VI. Summary of DTNA's Petition: The following views and arguments presented in this section, “VI. Summary of DTNA's Petition,” are the views and arguments provided by DTNA. They do not reflect the views of the Agency. DTNA describes the subject noncompliance and contends that the noncompliance is inconsequential as it relates to motor vehicle safety.

DTNA says “[t]he relevant labels were designed with letters at least 5 cm and reasonably believed at all relevant times that they complied with FMVSS [No.] 217 under applicable law, including NHTSA's public statements regarding numerical rounding.”

DTNA contends that NHTSA has granted the following petitions in which the letters did not meet the minimum letter height requirement:

  • Kia Motors America, Inc., Grant of Petition for Decision of Inconsequential Noncompliance,69 FR 41332 (July 8, 2004);
  • General Motors, LLC, Grant of Petition for Decision of Inconsequential Noncompliance,81 FR 92963 (July 9, 2004); and
  • Hyundai Motor Co., Grant of Petition for Decision of Inconsequential Noncompliance,69 FR 41568 (July 9, 2004).

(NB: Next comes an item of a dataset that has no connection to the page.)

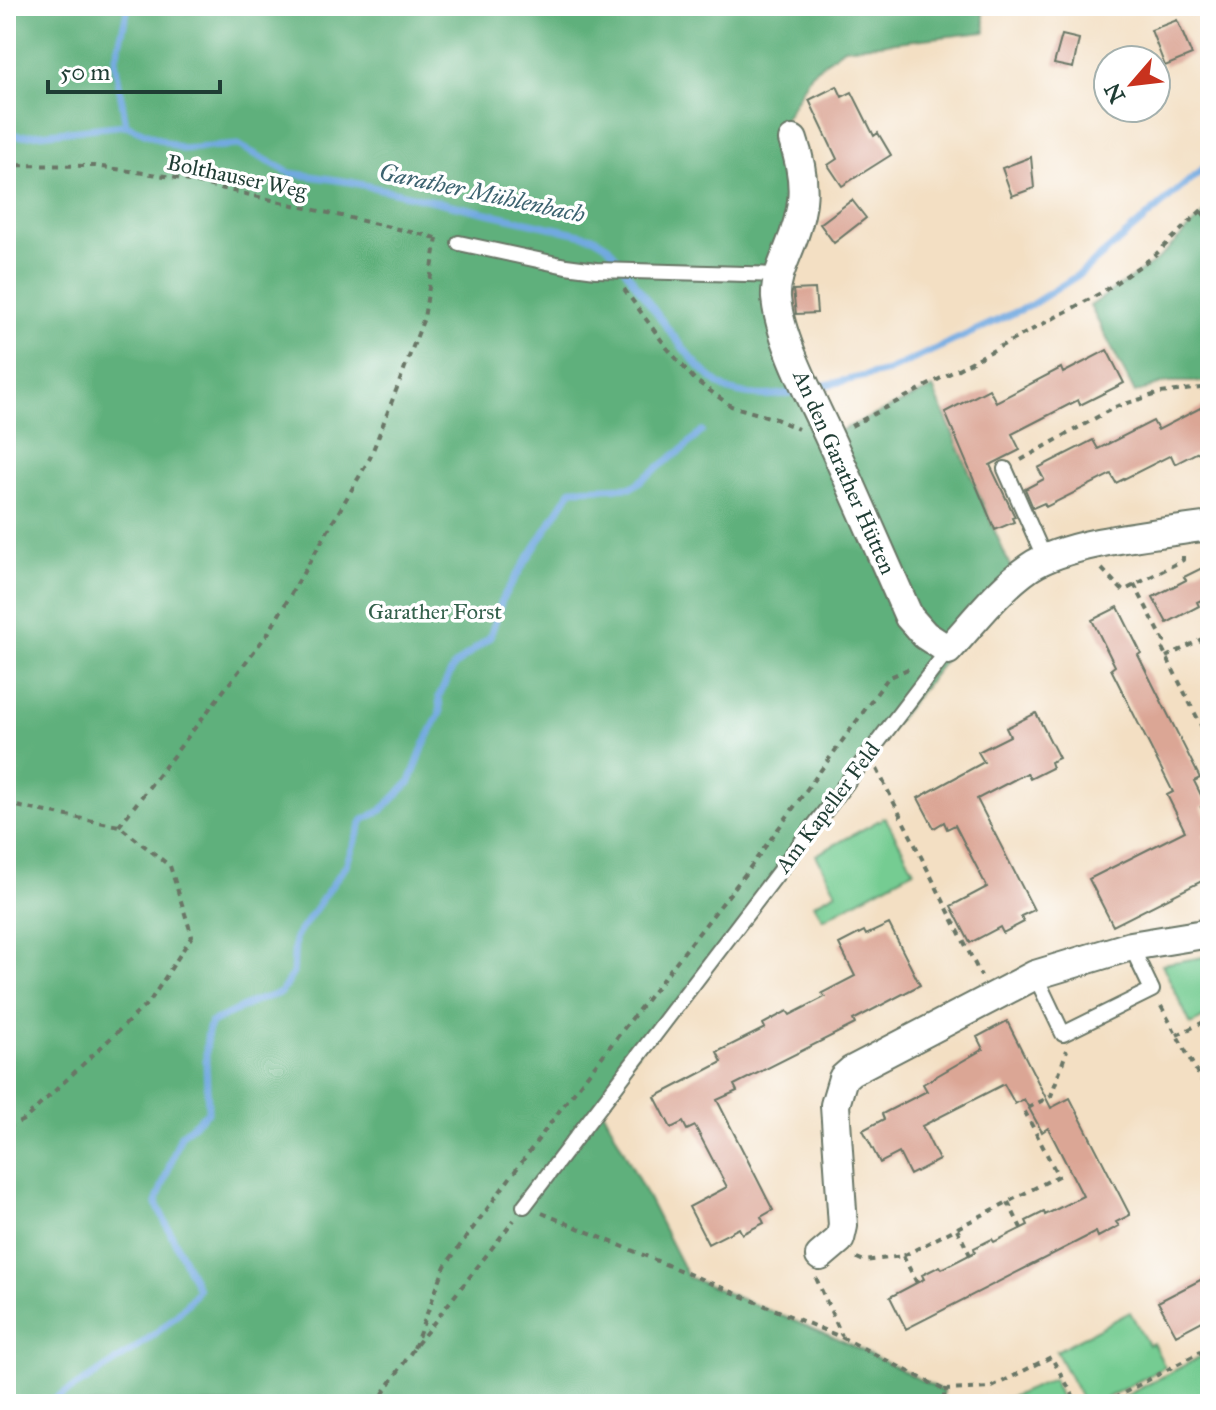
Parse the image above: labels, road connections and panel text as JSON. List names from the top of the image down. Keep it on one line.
{"streets":{"street":["An den Garather Hütten","Am Kapeller Feld"],"path":["Bolthauser Weg"]},"crossings":[["An den Garather Hütten","Am Kapeller Feld"]],"water":["Garather Mühlenbach"],"parks":["Garather Forst"],"scale_bar":"50 m","north":"bottom left"}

DTNA also states that NHTSA has previously granted two inconsequentiality petitions that “could lead to crowding of passengers trying to flee an exit.” In the first case, “buses were manufactured with only one emergency exit instead of two,” and in the second case, “emergency exits were mounted under the same post and roof bow panel space.”

See New Flyer of America, Inc., Grant of Petition for Decision of Inconsequential Noncompliance, 63 FR 32694 (June 15, 1998).

See IC Corporation, Grant of Petition for Decision of Inconsequential Noncompliance, 70 FR 24464 (May 9, 2005).

DTNA states its belief that although the letter height is 0.1 cm less than the FMVSS requirement, the letters “are sufficiently large as to aid passengers fleeing an emergency” and that the labels meet all other applicable FMVSSs. DTNA believes that because some of the letters exceed the 5 cm minimum requirement, “the reasonable aggregate perception of a viewer is that the letters are 5 cm or more.” DTNA further states its belief that the 0.1 cm difference does not obscure the labels or the purpose of the label since the labels are in bold letters that contrast against the background of the labels.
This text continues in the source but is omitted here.